Task objective: After finding the line with "M461,432c29,-24 68,-33 99,-56" in the data below, set down exactly each line through the one with "1 0 0 10a6.5", inclusive, and stop there.

(Stored items)
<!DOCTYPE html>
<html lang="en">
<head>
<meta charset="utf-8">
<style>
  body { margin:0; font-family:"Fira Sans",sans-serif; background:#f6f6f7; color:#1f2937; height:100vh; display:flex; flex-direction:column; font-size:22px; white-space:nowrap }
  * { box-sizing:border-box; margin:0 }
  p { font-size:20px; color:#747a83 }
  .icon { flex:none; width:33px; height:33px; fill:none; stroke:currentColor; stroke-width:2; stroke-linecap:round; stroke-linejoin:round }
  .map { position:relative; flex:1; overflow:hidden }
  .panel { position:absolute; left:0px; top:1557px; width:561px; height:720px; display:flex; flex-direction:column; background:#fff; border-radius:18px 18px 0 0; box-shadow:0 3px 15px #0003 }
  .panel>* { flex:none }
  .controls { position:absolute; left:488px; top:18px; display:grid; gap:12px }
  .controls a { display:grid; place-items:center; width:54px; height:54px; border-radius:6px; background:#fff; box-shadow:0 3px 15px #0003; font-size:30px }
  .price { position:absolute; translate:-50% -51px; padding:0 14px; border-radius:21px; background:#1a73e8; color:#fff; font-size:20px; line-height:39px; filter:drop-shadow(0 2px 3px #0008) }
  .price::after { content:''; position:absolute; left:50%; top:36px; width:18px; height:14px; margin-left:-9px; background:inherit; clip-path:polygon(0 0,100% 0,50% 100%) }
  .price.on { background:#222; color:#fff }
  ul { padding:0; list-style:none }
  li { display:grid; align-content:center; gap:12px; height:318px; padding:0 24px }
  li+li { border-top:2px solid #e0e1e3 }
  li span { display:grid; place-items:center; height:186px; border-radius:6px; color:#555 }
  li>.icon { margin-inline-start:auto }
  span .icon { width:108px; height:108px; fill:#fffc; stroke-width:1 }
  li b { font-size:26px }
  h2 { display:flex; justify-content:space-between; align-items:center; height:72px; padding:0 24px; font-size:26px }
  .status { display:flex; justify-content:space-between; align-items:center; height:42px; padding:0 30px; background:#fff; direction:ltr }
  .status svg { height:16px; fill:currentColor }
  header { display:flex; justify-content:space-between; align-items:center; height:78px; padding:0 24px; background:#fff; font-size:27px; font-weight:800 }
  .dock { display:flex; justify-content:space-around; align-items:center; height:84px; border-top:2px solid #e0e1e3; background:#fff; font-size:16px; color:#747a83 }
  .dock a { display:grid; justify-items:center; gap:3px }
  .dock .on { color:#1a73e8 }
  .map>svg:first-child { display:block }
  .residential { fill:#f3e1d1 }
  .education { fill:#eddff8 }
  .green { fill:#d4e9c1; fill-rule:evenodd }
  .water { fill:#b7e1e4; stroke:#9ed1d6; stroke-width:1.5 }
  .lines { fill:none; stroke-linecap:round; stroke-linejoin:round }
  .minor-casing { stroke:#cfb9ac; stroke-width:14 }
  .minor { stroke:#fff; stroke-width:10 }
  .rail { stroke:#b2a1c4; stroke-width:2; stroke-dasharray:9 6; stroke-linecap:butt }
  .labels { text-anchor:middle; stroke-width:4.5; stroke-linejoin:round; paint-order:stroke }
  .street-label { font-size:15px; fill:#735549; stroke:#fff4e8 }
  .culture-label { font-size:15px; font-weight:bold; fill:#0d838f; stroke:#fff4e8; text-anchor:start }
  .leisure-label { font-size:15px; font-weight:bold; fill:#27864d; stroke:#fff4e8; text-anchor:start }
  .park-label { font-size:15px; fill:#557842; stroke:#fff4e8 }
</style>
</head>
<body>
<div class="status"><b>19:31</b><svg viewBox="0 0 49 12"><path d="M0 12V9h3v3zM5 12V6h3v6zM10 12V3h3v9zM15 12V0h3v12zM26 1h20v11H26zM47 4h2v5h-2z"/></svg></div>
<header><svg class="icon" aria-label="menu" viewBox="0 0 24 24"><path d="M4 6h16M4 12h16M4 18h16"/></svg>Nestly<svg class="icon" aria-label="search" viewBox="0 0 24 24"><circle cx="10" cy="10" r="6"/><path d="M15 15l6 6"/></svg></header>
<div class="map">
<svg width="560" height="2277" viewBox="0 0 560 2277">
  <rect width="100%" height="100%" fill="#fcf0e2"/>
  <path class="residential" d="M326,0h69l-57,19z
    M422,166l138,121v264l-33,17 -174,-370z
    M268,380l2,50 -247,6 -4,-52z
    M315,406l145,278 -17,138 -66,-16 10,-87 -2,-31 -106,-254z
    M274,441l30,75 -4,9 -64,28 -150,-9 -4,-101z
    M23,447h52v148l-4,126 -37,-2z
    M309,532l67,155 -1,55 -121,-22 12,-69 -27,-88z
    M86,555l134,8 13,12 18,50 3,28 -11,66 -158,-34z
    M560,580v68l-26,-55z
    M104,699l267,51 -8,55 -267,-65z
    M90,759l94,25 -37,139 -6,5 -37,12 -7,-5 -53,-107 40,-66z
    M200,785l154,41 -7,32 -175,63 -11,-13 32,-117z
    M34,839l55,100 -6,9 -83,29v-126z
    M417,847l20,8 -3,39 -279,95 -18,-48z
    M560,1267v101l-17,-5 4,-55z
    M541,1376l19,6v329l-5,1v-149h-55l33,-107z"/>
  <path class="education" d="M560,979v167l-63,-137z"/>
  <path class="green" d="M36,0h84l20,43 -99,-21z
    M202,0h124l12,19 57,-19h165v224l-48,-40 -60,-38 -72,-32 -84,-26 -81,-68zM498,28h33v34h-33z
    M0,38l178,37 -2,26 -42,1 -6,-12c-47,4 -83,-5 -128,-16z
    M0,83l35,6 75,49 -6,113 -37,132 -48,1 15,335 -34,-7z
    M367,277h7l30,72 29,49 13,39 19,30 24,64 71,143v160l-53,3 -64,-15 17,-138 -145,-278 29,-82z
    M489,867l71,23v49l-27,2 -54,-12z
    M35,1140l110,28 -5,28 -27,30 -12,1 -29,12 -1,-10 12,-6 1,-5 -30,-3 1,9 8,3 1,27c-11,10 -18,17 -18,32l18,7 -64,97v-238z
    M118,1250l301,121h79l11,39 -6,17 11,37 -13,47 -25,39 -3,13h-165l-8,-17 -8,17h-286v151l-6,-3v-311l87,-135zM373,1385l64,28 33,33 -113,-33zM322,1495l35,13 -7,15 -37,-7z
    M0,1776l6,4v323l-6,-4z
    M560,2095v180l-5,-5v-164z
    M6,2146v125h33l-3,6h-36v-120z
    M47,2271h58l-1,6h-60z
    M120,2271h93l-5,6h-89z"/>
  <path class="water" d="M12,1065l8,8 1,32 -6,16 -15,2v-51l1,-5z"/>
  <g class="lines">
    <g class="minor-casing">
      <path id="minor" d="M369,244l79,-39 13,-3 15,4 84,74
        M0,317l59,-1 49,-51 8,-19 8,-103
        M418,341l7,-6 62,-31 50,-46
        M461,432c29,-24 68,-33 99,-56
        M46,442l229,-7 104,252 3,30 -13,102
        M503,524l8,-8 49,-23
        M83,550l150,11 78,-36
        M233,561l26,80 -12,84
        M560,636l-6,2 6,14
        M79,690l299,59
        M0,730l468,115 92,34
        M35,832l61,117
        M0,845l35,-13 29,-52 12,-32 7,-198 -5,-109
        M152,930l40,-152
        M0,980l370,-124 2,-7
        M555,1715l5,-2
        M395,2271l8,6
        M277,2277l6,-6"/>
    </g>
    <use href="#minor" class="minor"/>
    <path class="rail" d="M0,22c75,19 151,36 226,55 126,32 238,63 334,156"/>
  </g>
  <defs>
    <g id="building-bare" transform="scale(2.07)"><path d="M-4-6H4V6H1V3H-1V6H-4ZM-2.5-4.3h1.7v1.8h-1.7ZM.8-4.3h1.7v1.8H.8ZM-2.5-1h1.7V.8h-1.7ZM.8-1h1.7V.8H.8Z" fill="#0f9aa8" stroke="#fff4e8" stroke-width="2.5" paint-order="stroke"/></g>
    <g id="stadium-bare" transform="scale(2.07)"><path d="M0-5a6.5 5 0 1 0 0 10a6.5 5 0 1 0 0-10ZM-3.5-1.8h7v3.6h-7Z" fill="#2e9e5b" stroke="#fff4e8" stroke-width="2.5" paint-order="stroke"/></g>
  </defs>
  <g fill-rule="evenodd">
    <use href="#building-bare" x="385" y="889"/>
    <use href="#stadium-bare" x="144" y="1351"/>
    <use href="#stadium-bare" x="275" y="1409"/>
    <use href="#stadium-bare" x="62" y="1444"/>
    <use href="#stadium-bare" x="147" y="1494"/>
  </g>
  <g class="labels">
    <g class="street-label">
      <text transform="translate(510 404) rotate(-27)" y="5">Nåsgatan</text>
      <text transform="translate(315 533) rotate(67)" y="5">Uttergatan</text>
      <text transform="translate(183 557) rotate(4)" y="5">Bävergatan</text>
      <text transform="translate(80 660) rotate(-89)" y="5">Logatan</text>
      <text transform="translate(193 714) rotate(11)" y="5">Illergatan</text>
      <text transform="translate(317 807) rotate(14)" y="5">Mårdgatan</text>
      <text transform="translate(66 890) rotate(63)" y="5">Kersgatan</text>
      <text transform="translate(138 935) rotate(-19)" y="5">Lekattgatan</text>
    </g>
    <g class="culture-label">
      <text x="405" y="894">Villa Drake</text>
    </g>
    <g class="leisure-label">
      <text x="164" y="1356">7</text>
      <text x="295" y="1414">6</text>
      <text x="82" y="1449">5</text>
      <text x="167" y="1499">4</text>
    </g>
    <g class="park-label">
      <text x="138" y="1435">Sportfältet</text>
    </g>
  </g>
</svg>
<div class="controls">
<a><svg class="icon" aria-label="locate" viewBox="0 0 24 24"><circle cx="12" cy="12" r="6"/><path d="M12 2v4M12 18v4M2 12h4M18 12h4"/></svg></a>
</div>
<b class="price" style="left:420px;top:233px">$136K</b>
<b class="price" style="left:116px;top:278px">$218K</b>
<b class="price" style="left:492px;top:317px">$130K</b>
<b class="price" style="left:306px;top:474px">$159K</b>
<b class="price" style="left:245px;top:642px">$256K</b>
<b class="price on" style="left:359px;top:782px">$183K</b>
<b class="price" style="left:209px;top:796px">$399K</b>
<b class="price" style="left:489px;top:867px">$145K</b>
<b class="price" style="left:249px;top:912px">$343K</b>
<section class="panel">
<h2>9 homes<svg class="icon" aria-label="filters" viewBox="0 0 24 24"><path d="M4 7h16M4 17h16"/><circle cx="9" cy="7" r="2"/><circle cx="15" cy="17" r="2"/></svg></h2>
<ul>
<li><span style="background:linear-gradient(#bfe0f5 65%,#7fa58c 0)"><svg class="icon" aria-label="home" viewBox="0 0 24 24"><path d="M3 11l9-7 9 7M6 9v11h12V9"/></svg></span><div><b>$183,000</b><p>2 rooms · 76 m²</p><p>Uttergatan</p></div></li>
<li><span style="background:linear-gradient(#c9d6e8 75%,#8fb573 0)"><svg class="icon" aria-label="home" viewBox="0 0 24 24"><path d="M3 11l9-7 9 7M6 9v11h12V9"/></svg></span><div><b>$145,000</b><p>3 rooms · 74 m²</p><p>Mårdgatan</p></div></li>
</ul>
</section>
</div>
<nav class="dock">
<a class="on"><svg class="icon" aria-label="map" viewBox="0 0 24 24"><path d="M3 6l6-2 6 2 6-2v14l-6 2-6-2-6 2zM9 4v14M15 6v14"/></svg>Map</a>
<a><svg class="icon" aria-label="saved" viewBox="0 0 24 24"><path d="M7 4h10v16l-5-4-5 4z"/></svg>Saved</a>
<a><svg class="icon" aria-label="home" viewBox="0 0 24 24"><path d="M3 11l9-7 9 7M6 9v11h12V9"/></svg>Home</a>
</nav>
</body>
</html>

Response:
        M461,432c29,-24 68,-33 99,-56
        M46,442l229,-7 104,252 3,30 -13,102
        M503,524l8,-8 49,-23
        M83,550l150,11 78,-36
        M233,561l26,80 -12,84
        M560,636l-6,2 6,14
        M79,690l299,59
        M0,730l468,115 92,34
        M35,832l61,117
        M0,845l35,-13 29,-52 12,-32 7,-198 -5,-109
        M152,930l40,-152
        M0,980l370,-124 2,-7
        M555,1715l5,-2
        M395,2271l8,6
        M277,2277l6,-6"/>
    </g>
    <use href="#minor" class="minor"/>
    <path class="rail" d="M0,22c75,19 151,36 226,55 126,32 238,63 334,156"/>
  </g>
  <defs>
    <g id="building-bare" transform="scale(2.07)"><path d="M-4-6H4V6H1V3H-1V6H-4ZM-2.5-4.3h1.7v1.8h-1.7ZM.8-4.3h1.7v1.8H.8ZM-2.5-1h1.7V.8h-1.7ZM.8-1h1.7V.8H.8Z" fill="#0f9aa8" stroke="#fff4e8" stroke-width="2.5" paint-order="stroke"/></g>
    <g id="stadium-bare" transform="scale(2.07)"><path d="M0-5a6.5 5 0 1 0 0 10a6.5 5 0 1 0 0-10ZM-3.5-1.8h7v3.6h-7Z" fill="#2e9e5b" stroke="#fff4e8" stroke-width="2.5" paint-order="stroke"/></g>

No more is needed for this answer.